Blue Window Frames and FRAPS Test

Finally got the second floor of the museum finished, including all textures and the final changes to the meshes. Although I will be adding several more models for the prototype test (e.g., medieval tower and some traffic signs one would normally find in a pedestrian zone in Germany), I wanted to do a quick test to see how the framerate for the game was. I exported what I had as a Windows executable file, ran the game from my laptop (Dell XPS M1730) in 1280x 1024 windowed format, set the graphics quality for “beautiful,” and let FRAPS record the information for me. This is what I got:

Frames: 2739
Time (ms): 48159
Min fps: 49
Max fps: 76
Avg fps: 56.874

Still a better framerate than television (~30 fps). And here is a screenshot of the test, showing the completed second floor of the museum and the remaining meshes that need to be textured:
I noticed in earlier tests that the .png texture format was just too large and caused the game to slow down too much; I switched all textures to .jpg format, which seems to render much more quickly. All in all, a pretty good test, I suppose, although I wonder what the framerate will be on my students’ computers when they test the game next semester. They may have to set the graphics quality for “good,” or perhaps the game will lag too much. One other thing to test out before the prototype is deployed.
I thought a day or so about what I should do with the second floor window frames on the museum. Although I could have done them in a regular brown wood texture, I didn’t know whether this would be as optically interesting.

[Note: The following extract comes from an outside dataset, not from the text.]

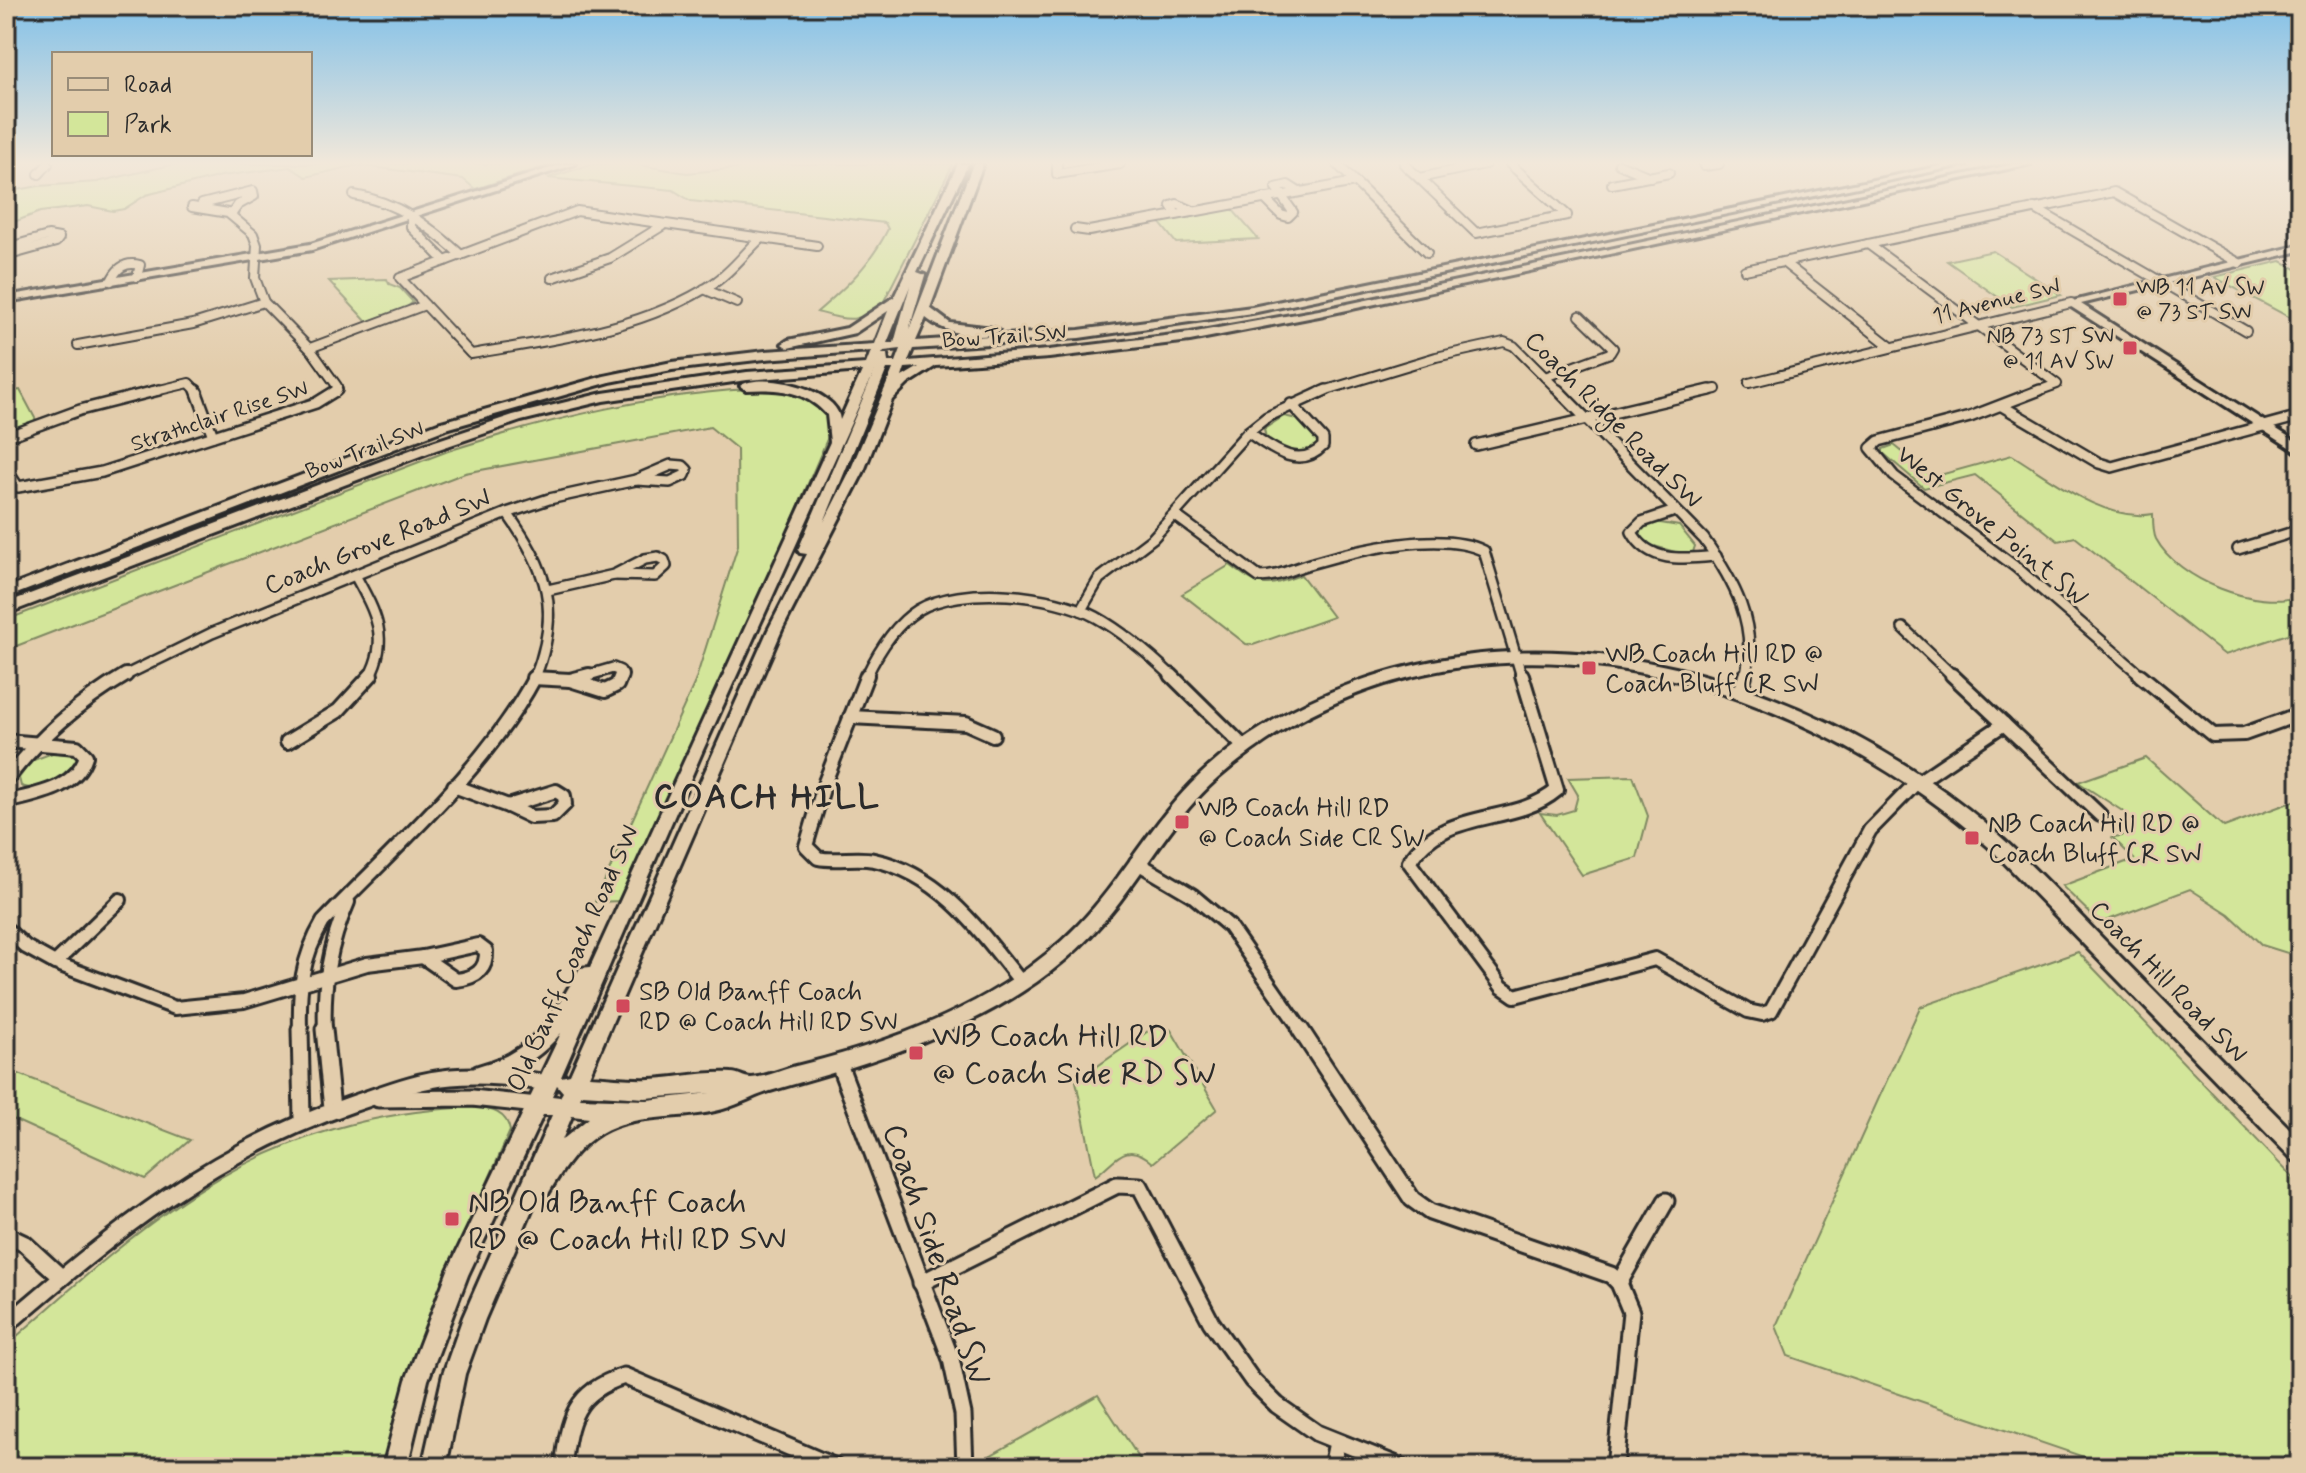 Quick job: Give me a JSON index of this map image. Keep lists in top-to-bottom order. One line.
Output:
{"streets":{"main road":["11 Avenue SW","Bow Trail SW","Old Banff Coach Road SW","Coach Hill Road SW"],"street":["Strathclair Rise SW","Coach Ridge Road SW","West Grove Point SW","Coach Grove Road SW","Coach Side Road SW"]},"crossings":[["11 Avenue SW","West Grove Point SW"],["Bow Trail SW","Old Banff Coach Road SW"],["Coach Ridge Road SW","Coach Hill Road SW"],["Coach Grove Road SW","Coach Hill Road SW"],["Old Banff Coach Road SW","Coach Hill Road SW"],["Coach Hill Road SW","Coach Side Road SW"]],"districts":["COACH HILL"],"places":{"transit":["WB 11 AV SW @ 73 ST SW","NB 73 ST SW @ 11 AV SW","WB Coach Hill RD @ Coach Bluff CR SW","WB Coach Hill RD @ Coach Side CR SW","NB Coach Hill RD @ Coach Bluff CR SW","SB Old Banff Coach RD @ Coach Hill RD SW","WB Coach Hill RD @ Coach Side RD SW","NB Old Banff Coach RD @ Coach Hill RD SW"]},"legend":["Road","Park"]}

Then again, I didn’t want to add something that one wouldn’t perhaps find in Germany. So, after searching a while “Fachwerk Fenster” in Google Images, I discovered this nice picture:
I thought the blue color added a nice touch, so I sampled the color inside GIMP and created a texture map for the windows. I didn’t put too much effort into the frames, however, since I’m guessing that most players won’t spend too much time looking at the second floor of the museum and I needed to quickly move on to other aspects of the project, such as programming the whole thing in C#.